* [Task to carry out]
Repeat exactly the line containing "Task: Parse this" and every line after it in the entries, and nothing besides.

* [Data shown]
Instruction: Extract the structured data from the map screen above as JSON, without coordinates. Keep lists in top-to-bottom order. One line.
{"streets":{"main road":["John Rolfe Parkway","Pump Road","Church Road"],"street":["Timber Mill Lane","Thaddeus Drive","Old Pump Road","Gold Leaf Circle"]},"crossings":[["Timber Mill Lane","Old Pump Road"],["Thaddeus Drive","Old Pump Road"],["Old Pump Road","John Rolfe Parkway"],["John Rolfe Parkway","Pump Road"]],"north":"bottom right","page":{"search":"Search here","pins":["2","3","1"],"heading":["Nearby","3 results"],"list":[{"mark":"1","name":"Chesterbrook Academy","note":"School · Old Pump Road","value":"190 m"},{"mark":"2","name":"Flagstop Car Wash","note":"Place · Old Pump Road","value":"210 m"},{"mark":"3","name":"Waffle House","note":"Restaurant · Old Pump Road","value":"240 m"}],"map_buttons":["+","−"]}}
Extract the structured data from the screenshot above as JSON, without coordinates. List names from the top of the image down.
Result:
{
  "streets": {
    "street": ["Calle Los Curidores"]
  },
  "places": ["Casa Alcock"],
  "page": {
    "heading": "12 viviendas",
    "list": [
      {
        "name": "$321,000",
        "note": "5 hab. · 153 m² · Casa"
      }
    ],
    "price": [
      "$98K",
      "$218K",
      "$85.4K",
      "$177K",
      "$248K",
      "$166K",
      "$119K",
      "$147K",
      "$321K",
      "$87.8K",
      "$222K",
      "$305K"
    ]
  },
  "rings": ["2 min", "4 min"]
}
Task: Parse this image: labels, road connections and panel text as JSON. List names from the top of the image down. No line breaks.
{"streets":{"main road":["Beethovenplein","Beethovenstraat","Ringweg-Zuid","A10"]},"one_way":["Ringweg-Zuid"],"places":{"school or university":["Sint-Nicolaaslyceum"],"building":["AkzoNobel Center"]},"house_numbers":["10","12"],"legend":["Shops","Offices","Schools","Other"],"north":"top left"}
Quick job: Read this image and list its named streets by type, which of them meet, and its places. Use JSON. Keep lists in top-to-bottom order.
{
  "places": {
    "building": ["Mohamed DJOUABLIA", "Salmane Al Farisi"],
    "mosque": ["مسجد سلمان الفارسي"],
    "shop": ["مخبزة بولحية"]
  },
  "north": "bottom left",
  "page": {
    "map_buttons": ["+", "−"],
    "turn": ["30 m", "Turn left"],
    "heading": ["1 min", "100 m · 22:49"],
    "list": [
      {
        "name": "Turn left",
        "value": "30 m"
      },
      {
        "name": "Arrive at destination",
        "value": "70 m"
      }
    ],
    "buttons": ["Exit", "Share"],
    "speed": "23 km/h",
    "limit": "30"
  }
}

* [Result]
Task: Parse this image: labels, road connections and panel text as JSON. List names from the top of the image down. No line breaks.
{"streets":{"main road":["Beethovenplein","Beethovenstraat","Ringweg-Zuid","A10"]},"one_way":["Ringweg-Zuid"],"places":{"school or university":["Sint-Nicolaaslyceum"],"building":["AkzoNobel Center"]},"house_numbers":["10","12"],"legend":["Shops","Offices","Schools","Other"],"north":"top left"}
Quick job: Read this image and list its named streets by type, which of them meet, and its places. Use JSON. Keep lists in top-to-bottom order.
{
  "places": {
    "building": ["Mohamed DJOUABLIA", "Salmane Al Farisi"],
    "mosque": ["مسجد سلمان الفارسي"],
    "shop": ["مخبزة بولحية"]
  },
  "north": "bottom left",
  "page": {
    "map_buttons": ["+", "−"],
    "turn": ["30 m", "Turn left"],
    "heading": ["1 min", "100 m · 22:49"],
    "list": [
      {
        "name": "Turn left",
        "value": "30 m"
      },
      {
        "name": "Arrive at destination",
        "value": "70 m"
      }
    ],
    "buttons": ["Exit", "Share"],
    "speed": "23 km/h",
    "limit": "30"
  }
}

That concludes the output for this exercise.